Wife Battles Donation Myths to Honor Husband’s Decision to Donate
“Our loved one’s life ended, but it meant a new beginning for someone else and their family”

Tiffany Zuniga believes donation is “a beautiful gift, a good thing one can do to help others.” Because she believed that, she did everything she could to ensure that her husband, Alex Zuniga, who shared that belief, became an organ and tissue donor when he suffered a brain hemorrhage and passed away in 2017.

“Life fell apart for our kids and I when Alex died,” said Tiffany. “I lost my job, our house and we had to rebuild.” Alex and Tiffany had three children together, Alex, Alize, and Anastasia who were each impacted by their father’s passing in different ways. What Tiffany and her kids miss most about Alex are the everyday activities that bonded them as a family and his intangible qualities they loved so dearly.

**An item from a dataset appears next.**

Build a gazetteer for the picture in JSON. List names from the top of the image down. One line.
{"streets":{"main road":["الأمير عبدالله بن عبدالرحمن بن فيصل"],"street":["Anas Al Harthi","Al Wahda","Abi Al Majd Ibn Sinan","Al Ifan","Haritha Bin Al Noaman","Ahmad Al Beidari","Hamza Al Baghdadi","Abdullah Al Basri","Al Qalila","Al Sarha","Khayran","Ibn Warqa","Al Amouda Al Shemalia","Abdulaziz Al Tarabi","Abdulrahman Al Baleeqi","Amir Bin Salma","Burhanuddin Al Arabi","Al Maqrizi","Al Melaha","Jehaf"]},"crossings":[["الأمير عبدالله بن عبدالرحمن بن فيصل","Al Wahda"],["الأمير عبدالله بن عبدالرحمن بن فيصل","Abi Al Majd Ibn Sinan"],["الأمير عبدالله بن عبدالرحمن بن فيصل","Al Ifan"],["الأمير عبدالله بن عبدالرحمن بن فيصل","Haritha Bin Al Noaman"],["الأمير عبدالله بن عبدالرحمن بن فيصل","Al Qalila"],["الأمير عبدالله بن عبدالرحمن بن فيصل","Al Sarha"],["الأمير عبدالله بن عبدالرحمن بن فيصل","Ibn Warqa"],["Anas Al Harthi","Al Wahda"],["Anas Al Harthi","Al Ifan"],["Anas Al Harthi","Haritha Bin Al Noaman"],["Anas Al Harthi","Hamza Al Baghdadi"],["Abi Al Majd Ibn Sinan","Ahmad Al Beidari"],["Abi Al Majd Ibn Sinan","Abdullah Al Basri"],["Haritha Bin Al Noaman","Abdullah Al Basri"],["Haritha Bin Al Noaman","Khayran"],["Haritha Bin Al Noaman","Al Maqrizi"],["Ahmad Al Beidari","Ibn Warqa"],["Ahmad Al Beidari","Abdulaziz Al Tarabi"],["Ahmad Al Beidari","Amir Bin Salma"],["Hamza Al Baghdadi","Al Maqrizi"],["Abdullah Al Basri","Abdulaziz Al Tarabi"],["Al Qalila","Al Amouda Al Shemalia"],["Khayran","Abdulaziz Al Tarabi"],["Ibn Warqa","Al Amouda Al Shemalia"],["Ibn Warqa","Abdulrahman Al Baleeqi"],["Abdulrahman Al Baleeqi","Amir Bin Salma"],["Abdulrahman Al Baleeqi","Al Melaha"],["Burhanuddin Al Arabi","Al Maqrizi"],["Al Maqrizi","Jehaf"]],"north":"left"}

“Alex had a big personality and beautiful smile,” said Tiffany. “He’d always light up a room. He was funny and loud. His presence was always felt, and suddenly he was gone.”


In 2018, Tiffany Zuniga and her children attended a ceremony for the unveiling of the “Tree of Life” memorial honoring Alex Zuniga among other donors at the University of Illinois at Chicago.

Myths & Misconceptions

Alex’s family traveled from California to Chicago as soon as Tiffany shared news that he was hospitalized. Tiffany was a bit nervous because she knew she needed to explain to the family that Alex was a registered donor and that she wanted to honor his decision. As it sometimes happens, some of the family members were against donation because they believed some of the myths and misconceptions on the topic. They were concerned that recovering Alex’s organs might be prioritized over saving his life, or that he would not be able to receive proper funeral services.

“I understood all of the concerns, but none of them were true,” said Tiffany, who learned about organ and tissue donation while working at Superior Ambulance as a dispatcher where Alex also worked in the Medicare division. He and Tiffany sometimes talked about their trainings, which included education on organ and tissue donation. “It’s a lot of information to take in,” she said. “And even after we learned about donation, we still were not really sure what would happen when the moment to donate actually came.”

Some of the family members expressed their fears, doubts and objections to Tiffany and the hospital staff at University of Chicago Medical Center. But Tiffany remained steadfast in her desire to honor Alex’s decision to become a donor and to possibly help save a life.

“It’s hard to process so much information in that devastating moment,” Tiffany said. “You’re hurting and the pain is so intense. But if you can look from the outside in and think about someone else benefiting from the donation, you should give it a chance. I’m grateful the hospital staff was so patient and supportive amid all the fear, sadness and uncertainty.”

A Piece of the Puzzle

Alex’s family ultimately also agreed that donation was best, not only because it was what Alex wanted, but because it was the right thing to do. As an organ donor, Alex saved the life of a man in his 50s who received his liver.

Many grieving families struggle with fears about donation because they unfortunately hear misinformation about what donation is, but Tiffany knew that it was what Alex really wanted. “It was difficult because I understood everyone’s doubts and questions. But I know Alex is proud of how things worked out,” said Tiffany. “

Over the last three years, Tiffany regained some of what she lost. She found a new job and a new home for her family. She feels her kids are all the strength and motivation she needs to be the best mother possible and to continue fighting for a better life for them.

“We went through a really tough time,” said Tiffany. “But it is important to know that even though our loved one’s life ended, it meant a new beginning for someone else and their family. You know, Alex would always call me his puzzle piece; he would say ‘we fit well like a puzzle.’ Maybe donation was also a precious piece of our puzzle.”